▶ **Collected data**
>>>

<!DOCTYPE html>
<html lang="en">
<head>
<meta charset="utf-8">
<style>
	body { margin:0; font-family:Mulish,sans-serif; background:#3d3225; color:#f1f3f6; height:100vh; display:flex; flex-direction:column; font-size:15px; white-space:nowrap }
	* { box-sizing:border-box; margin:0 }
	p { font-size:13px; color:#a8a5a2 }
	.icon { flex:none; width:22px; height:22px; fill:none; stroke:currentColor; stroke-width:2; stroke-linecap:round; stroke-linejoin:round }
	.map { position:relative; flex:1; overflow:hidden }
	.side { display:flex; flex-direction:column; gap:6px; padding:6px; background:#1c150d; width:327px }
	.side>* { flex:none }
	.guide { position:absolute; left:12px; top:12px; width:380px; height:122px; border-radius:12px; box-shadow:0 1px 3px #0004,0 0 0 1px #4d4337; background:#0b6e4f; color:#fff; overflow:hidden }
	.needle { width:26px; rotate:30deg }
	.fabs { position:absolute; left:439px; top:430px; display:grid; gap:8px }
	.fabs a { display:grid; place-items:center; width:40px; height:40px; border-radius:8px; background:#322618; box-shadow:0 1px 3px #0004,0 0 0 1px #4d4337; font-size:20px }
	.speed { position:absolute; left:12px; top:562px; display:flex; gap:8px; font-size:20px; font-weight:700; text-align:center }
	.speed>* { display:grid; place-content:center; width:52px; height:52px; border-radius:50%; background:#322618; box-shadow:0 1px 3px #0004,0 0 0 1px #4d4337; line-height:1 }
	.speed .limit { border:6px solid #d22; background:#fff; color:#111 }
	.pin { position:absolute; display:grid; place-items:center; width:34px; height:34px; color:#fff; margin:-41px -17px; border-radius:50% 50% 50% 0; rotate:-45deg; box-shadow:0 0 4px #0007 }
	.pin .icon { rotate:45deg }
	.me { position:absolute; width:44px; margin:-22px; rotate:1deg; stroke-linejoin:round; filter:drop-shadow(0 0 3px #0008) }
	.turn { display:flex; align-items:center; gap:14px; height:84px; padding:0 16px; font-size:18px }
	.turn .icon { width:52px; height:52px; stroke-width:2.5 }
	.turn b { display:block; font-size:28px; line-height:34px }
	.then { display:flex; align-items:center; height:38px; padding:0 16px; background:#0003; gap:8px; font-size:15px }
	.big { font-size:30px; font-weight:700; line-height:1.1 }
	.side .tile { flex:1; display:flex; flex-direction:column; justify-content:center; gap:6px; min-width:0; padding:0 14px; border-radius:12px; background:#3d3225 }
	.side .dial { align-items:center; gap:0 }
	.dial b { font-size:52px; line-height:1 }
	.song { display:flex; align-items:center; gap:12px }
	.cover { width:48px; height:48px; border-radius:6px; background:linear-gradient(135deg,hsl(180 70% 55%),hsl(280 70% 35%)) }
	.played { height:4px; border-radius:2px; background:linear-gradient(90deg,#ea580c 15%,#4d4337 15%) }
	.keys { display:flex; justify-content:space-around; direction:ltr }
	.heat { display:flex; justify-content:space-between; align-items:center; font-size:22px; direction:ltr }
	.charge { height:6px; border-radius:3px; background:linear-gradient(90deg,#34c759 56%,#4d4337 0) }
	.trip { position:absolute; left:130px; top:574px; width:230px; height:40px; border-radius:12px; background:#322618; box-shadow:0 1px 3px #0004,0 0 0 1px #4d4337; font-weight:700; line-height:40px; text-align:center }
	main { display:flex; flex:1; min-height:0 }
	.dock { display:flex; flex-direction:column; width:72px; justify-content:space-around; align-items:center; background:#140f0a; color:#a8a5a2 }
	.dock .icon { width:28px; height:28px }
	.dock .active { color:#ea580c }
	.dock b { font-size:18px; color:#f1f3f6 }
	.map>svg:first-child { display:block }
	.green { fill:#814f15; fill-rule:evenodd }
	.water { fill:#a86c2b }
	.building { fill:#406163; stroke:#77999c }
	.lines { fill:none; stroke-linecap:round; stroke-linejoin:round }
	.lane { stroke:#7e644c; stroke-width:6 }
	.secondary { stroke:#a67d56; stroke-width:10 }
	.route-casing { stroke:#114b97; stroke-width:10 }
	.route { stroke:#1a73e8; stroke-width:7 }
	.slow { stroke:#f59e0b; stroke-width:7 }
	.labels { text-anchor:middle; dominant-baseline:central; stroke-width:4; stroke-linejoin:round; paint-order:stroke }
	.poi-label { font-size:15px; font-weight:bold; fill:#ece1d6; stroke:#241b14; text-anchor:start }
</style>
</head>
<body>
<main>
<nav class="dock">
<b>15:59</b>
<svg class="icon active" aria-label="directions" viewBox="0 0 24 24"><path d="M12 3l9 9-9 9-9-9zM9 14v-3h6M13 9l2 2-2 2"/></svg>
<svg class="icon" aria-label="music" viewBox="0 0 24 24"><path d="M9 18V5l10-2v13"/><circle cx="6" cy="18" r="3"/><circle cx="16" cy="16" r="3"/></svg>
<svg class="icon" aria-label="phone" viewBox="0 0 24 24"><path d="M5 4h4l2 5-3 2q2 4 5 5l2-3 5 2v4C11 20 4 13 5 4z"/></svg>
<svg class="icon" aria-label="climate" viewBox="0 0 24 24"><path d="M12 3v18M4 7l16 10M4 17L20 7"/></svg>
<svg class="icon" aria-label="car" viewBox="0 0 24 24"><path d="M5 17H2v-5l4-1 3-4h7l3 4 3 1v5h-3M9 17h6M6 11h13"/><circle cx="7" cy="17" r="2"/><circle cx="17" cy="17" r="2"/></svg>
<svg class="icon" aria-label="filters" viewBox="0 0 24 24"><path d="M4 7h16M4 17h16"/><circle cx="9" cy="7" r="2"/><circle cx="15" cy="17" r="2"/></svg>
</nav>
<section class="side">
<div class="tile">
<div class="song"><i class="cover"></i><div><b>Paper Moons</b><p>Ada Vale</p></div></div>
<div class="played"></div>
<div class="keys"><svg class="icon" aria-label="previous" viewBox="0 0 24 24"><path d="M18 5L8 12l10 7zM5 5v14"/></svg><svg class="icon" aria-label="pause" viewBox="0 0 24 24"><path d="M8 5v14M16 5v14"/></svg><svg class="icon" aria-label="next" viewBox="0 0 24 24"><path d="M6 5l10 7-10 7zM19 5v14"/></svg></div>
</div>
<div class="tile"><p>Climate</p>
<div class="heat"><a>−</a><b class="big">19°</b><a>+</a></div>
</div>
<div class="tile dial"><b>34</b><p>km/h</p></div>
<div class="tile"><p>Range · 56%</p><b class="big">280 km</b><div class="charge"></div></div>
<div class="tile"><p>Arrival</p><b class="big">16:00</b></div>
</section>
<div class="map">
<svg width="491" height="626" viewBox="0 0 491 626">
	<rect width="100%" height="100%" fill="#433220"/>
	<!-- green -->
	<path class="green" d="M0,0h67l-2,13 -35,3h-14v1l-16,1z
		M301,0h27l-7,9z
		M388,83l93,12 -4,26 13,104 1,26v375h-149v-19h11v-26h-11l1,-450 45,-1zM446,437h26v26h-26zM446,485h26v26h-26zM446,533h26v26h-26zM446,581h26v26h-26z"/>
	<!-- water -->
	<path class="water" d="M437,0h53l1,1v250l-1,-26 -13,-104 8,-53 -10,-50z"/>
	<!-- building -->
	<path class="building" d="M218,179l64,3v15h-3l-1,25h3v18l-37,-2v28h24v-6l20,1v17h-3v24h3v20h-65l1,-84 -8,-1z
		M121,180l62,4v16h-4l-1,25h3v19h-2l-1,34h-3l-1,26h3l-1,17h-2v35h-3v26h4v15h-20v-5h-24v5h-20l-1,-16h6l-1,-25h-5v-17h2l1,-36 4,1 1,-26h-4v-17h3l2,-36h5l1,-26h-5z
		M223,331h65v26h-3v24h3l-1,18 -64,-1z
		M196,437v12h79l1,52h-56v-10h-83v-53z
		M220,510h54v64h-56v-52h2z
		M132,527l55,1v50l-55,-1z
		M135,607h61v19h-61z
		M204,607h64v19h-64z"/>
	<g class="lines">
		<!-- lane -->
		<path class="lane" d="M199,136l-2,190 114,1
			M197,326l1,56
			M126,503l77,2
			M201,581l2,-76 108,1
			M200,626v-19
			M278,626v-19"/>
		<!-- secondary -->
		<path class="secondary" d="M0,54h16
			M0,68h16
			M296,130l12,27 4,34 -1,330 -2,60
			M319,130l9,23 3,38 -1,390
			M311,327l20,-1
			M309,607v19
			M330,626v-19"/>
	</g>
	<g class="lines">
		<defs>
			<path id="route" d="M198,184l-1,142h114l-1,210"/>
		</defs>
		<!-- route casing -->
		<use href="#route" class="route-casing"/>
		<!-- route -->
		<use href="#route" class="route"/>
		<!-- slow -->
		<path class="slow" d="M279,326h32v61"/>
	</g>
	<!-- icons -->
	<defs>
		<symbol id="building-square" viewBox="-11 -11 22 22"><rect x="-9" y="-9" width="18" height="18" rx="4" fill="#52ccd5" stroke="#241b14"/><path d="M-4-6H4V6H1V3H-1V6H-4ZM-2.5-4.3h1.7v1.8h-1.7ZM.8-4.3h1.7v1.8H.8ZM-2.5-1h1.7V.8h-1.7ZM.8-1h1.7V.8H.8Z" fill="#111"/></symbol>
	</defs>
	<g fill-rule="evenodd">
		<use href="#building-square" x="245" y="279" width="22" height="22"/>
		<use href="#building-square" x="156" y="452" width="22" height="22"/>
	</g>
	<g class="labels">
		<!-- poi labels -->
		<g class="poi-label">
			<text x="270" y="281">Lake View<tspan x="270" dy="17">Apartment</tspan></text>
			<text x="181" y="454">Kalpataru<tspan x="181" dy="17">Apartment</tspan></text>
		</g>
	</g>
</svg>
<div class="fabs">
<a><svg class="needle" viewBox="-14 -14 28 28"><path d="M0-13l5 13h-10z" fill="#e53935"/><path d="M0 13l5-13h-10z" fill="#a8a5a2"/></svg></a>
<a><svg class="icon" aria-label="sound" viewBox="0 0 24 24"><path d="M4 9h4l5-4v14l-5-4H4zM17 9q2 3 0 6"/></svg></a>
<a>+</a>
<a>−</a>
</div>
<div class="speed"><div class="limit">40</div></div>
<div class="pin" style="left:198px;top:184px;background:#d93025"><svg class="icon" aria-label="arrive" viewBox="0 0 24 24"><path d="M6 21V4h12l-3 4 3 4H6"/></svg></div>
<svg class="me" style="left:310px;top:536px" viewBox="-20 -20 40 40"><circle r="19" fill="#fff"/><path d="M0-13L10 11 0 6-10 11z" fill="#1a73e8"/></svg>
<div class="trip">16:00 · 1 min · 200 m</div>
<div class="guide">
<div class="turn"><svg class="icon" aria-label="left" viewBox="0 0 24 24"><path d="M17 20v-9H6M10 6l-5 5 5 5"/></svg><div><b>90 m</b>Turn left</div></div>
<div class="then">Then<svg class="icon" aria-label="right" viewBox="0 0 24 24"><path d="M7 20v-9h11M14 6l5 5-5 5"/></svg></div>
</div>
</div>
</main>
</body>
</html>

<<<

▶ **What is needed**
How many lines in the entries above hold the string "heat"? Answer with the number and nothing more.

▶ **Response to the task**
2